+++ Supplied records

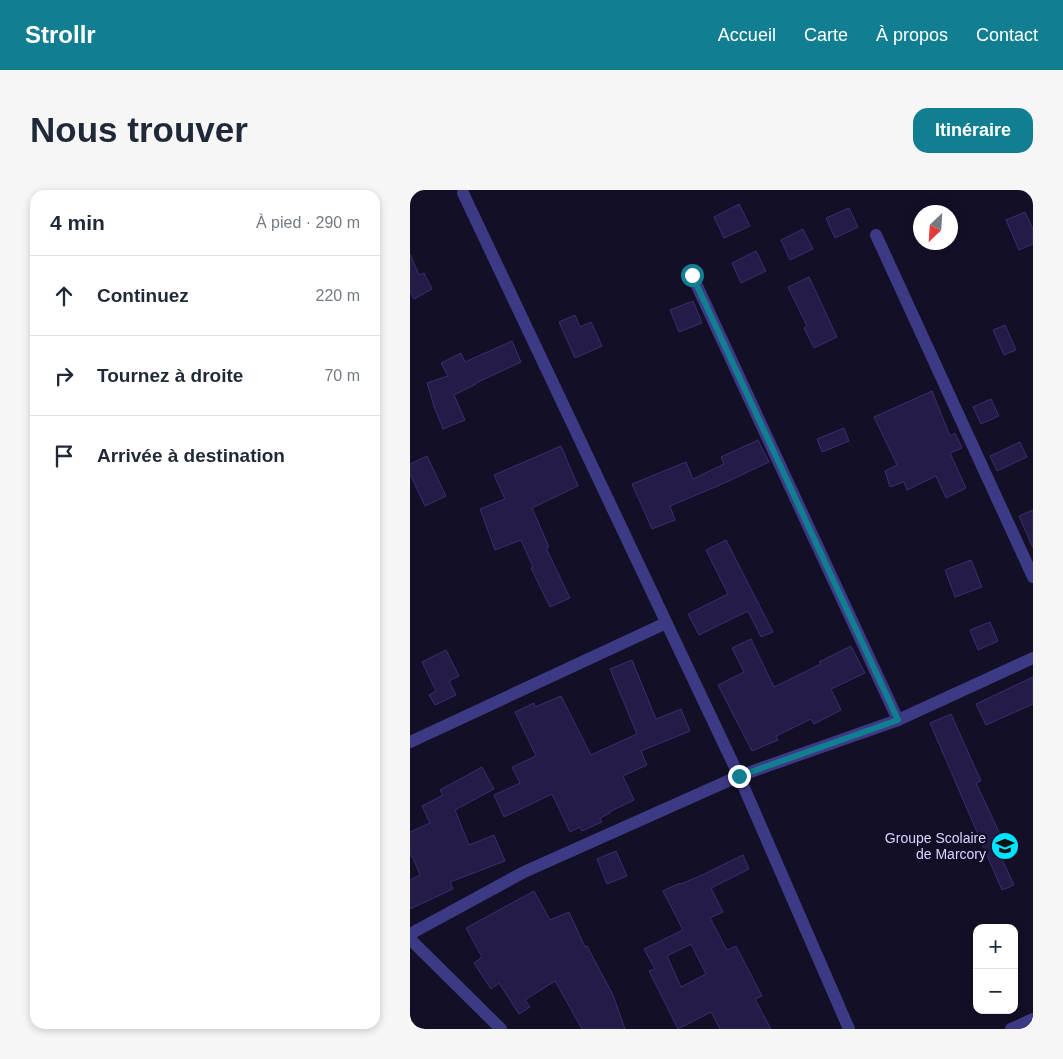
<!DOCTYPE html>
<html lang="fr">
<head>
<meta charset="utf-8">
<style>
  body { margin:0; font-family:Helvetica,sans-serif; background:#f6f6f7; color:#1f2937 }
  .controls { position:absolute; right:15px; bottom:15px; display:grid; overflow:hidden; border-radius:10px; box-shadow:0 2px 8px #0003 }
  .controls button { width:45px; height:45px; display:grid; place-items:center; padding:0; border:0; border-bottom:1px solid #e0e1e3; background:#fff; color:#1f2937; font:25px sans-serif }
  .compass { position:absolute; left:503px; top:15px; width:45px; height:45px; border-radius:50%; background:#fff; box-shadow:0 2px 8px #0003; rotate:205deg }
  .stop { position:absolute; width:15px; height:15px; margin:-11px; border:4px solid #117e91; border-radius:50%; background:#fff }
  .stop.end { background:#117e91; border-color:#fff; box-shadow:0 1px 5px #0008 }
  .list { margin:0; padding:0; list-style:none }
  h2 { display:flex; justify-content:space-between; align-items:center; height:65px; margin:0; padding:0 20px; font-size:21px }
  h2 small { font-size:16px; font-weight:400; color:#747a83 }
  .list li { display:grid; grid-template-columns:32px 1fr auto; gap:15px; align-items:center; box-sizing:border-box; height:80px; padding:0 20px; border-top:1px solid #e0e1e3 }
  .list b { display:block; font-size:19px; white-space:nowrap }
  .list em { font-size:16px; font-style:normal; color:#747a83 }
  .icon { flex:none; width:28px; height:28px; fill:none; stroke:currentColor; stroke-width:2; stroke-linecap:round; stroke-linejoin:round }
  .map { position:relative; flex:none; width:623px; height:839px; overflow:hidden; border-radius:15px }
  header { display:flex; align-items:center; gap:30px; box-sizing:border-box; height:70px; padding:0 25px; background:#117e91; color:#fff }
  header strong { font-size:24px }
  nav { display:flex; gap:28px; margin-inline-start:auto; font-size:18px }
  .intro { display:flex; align-items:center; justify-content:space-between; box-sizing:border-box; height:120px; padding:0 30px }
  h1 { margin:0; font-size:35px }
  .button { padding:12px 22px; border-radius:15px; background:#117e91; color:#fff; font-size:18px; font-weight:700 }
  main { display:flex; gap:30px; padding:0 30px }
  aside { flex:1; background:#fff; border-radius:15px; box-shadow:0 2px 8px #0003 }
  .map>svg:first-child { display:block }
  .building { fill:#241b47; stroke:#3b2d73; fill-rule:evenodd }
  .lines { fill:none; stroke-linecap:round; stroke-linejoin:round }
  .minor { stroke:#3d3a85; stroke-width:12 }
  .route { stroke:#117e91; stroke-width:6 }
  .labels { text-anchor:middle; stroke-width:5; stroke-linejoin:round; paint-order:stroke }
  .poi-label { font-size:14px; fill:#d9d4ff; stroke:#130f26; text-anchor:end }
</style>
</head>
<body>
<header>
<strong>Strollr</strong>
<nav><a>Accueil</a><a>Carte</a><a>À propos</a><a>Contact</a></nav>
</header>
<div class="intro"><h1>Nous trouver</h1><a class="button">Itinéraire</a></div>
<main>
<aside>
<h2>4 min<small>À pied · 290 m</small></h2>
<ul class="list">
<li><svg class="icon" aria-label="ahead" viewBox="0 0 24 24"><path d="M12 20V5M6 11l6-6 6 6"/></svg><div><b>Continuez</b></div><em>220 m</em></li>
<li><svg class="icon" aria-label="right" viewBox="0 0 24 24"><path d="M7 20v-9h11M14 6l5 5-5 5"/></svg><div><b>Tournez à droite</b></div><em>70 m</em></li>
<li><svg class="icon" aria-label="arrive" viewBox="0 0 24 24"><path d="M6 21V4h12l-3 4 3 4H6"/></svg><div><b>Arrivée à destination</b></div></li>
</ul>
</aside>
<div class="map">
<svg width="623" height="839" viewBox="0 0 623 839">
  <rect width="100%" height="100%" fill="#130f26"/>
  <!-- building -->
  <g class="building">
    <polygon points="329,14 340,36 314,48 304,27"/>
    <polygon points="439,18 448,37 425,48 416,28"/>
    <polygon points="615,22 623,39 623,54 609,60 596,30"/>
    <polygon points="393,39 403,59 380,70 371,50"/>
    <polygon points="346,61 356,81 331,93 322,73"/>
    <polygon points="0,64 9,85 14,83 22,99 4,109 0,101"/>
    <polygon points="399,87 427,147 404,158 394,138 397,136 378,97"/>
    <polygon points="283,111 292,133 269,142 260,120"/>
    <polygon points="165,125 170,137 181,132 192,156 165,168 149,132"/>
    <polygon points="595,135 606,160 594,165 583,140"/>
    <polygon points="102,151 111,172 66,193 66,194 44,205 55,230 33,239 24,216 17,193 38,186 31,173 51,163 55,172"/>
    <polygon points="522,201 540,246 545,243 552,258 540,263 556,298 536,308 526,286 497,300 494,292 480,297 475,281 487,275 464,227"/>
    <polygon points="581,209 589,226 571,234 563,217"/>
    <polygon points="434,238 439,251 412,262 407,249"/>
    <polygon points="348,250 359,272 310,295 260,316 265,330 242,339 222,294 276,272 283,289 314,274 311,267"/>
    <polygon points="610,252 617,267 587,281 580,266"/>
    <polygon points="151,256 168,296 122,318 139,357 136,358 160,408 140,417 121,378 123,377 111,350 85,360 70,319 95,309 84,285"/>
    <polygon points="17,266 36,306 15,316 0,284 0,274"/>
    <polygon points="623,320 623,358 609,326"/>
    <polygon points="316,350 363,442 351,447 338,421 289,445 278,424 318,404 296,360"/>
    <polygon points="561,370 572,397 545,407 535,380"/>
    <polygon points="580,432 588,451 568,460 560,440"/>
    <polygon points="341,449 364,497 411,474 409,472 441,456 455,483 421,499 431,520 404,534 401,529 366,546 368,550 342,561 308,495 334,482 322,458"/>
    <polygon points="36,460 49,486 39,491 46,505 25,515 19,505 26,501 12,472"/>
    <polygon points="222,470 246,529 271,519 280,541 231,561 237,575 213,586 224,610 199,622 200,623 190,628 192,632 172,641 170,637 160,642 142,604 94,627 84,605 110,593 102,577 126,566 105,522 124,513 125,517 151,506 181,565 227,544 200,479"/>
    <polygon points="623,487 623,514 576,535 566,514"/>
    <polygon points="541,524 571,591 566,593 590,644 582,648 604,695 592,700 520,533"/>
    <polygon points="72,577 84,599 45,620 59,655 84,645 95,671 40,692 43,699 0,719 0,690 10,685 2,666 0,666 0,642 20,633 12,616 33,605 30,600"/>
    <polygon points="206,661 217,686 197,694 187,669"/>
    <path d="M333,665l6,14 -38,19 12,24 -13,6 17,32 9,-4 26,50 -7,3 16,30h-51l-9,-17 -33,17 -29,-58 6,-2 -11,-20 39,-19 -20,-39 17,-8 1,1 21,-9zM281,754l15,30 -25,13 -14,-31z"/>
    <polygon points="124,701 140,730 159,722 175,757 177,756 203,805 215,839 172,839 145,791 115,810 120,817 109,824 89,793 81,799 64,773 72,767 56,738"/>
  </g>
  <g class="lines">
    <!-- minor -->
    <g class="minor">
      <polyline points="53,3 329,586 439,839"/>
      <polyline points="466,45 623,387"/>
      <polyline points="282,85 488,530"/>
      <polyline points="0,552 256,433"/>
      <polyline points="0,744 114,682 329,586 488,530 623,468"/>
      <polyline points="0,749 91,839"/>
      <polyline points="601,839 623,829"/>
    </g>
  </g>
  <g class="lines">
    <!-- route -->
    <polyline class="route" points="282,85 488,530 329,586"/>
  </g>
  <!-- icons -->
  <defs>
    <symbol id="school-disc" viewBox="-11 -11 22 22"><circle r="9.5" fill="#00e5ff" stroke="#130f26"/><path d="M0-5L7-2L0 1L-7-2ZM-4 1L0 2.5L4 1V4Q0 6-4 4Z" fill="#111"/></symbol>
  </defs>
  <g fill-rule="evenodd">
    <use href="#school-disc" x="579" y="640" width="32" height="32"/>
  </g>
  <g class="labels">
    <!-- poi labels -->
    <g class="poi-label">
      <text x="576" y="653">Groupe Scolaire<tspan x="576" dy="16">de Marcory</tspan></text>
    </g>
  </g>
</svg>
<div class="controls">
<button>+</button>
<button>−</button>
</div>
<svg class="compass" viewBox="-18 -18 36 36"><path d="M0-13l5 13h-10z" fill="#e53935"/><path d="M0 13l5-13h-10z" fill="#747a83"/></svg>
<div class="stop" style="left:282px;top:85px"></div>
<div class="stop end" style="left:329px;top:586px"></div>
</div>
</main>
</body>
</html>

++++++

Task instructions: Take the line with "<!-- minor -->" and all lines after it through the end of the records, and write them out exactly; include nothing else.

Finished exercise:
    <!-- minor -->
    <g class="minor">
      <polyline points="53,3 329,586 439,839"/>
      <polyline points="466,45 623,387"/>
      <polyline points="282,85 488,530"/>
      <polyline points="0,552 256,433"/>
      <polyline points="0,744 114,682 329,586 488,530 623,468"/>
      <polyline points="0,749 91,839"/>
      <polyline points="601,839 623,829"/>
    </g>
  </g>
  <g class="lines">
    <!-- route -->
    <polyline class="route" points="282,85 488,530 329,586"/>
  </g>
  <!-- icons -->
  <defs>
    <symbol id="school-disc" viewBox="-11 -11 22 22"><circle r="9.5" fill="#00e5ff" stroke="#130f26"/><path d="M0-5L7-2L0 1L-7-2ZM-4 1L0 2.5L4 1V4Q0 6-4 4Z" fill="#111"/></symbol>
  </defs>
  <g fill-rule="evenodd">
    <use href="#school-disc" x="579" y="640" width="32" height="32"/>
  </g>
  <g class="labels">
    <!-- poi labels -->
    <g class="poi-label">
      <text x="576" y="653">Groupe Scolaire<tspan x="576" dy="16">de Marcory</tspan></text>
    </g>
  </g>
</svg>
<div class="controls">
<button>+</button>
<button>−</button>
</div>
<svg class="compass" viewBox="-18 -18 36 36"><path d="M0-13l5 13h-10z" fill="#e53935"/><path d="M0 13l5-13h-10z" fill="#747a83"/></svg>
<div class="stop" style="left:282px;top:85px"></div>
<div class="stop end" style="left:329px;top:586px"></div>
</div>
</main>
</body>
</html>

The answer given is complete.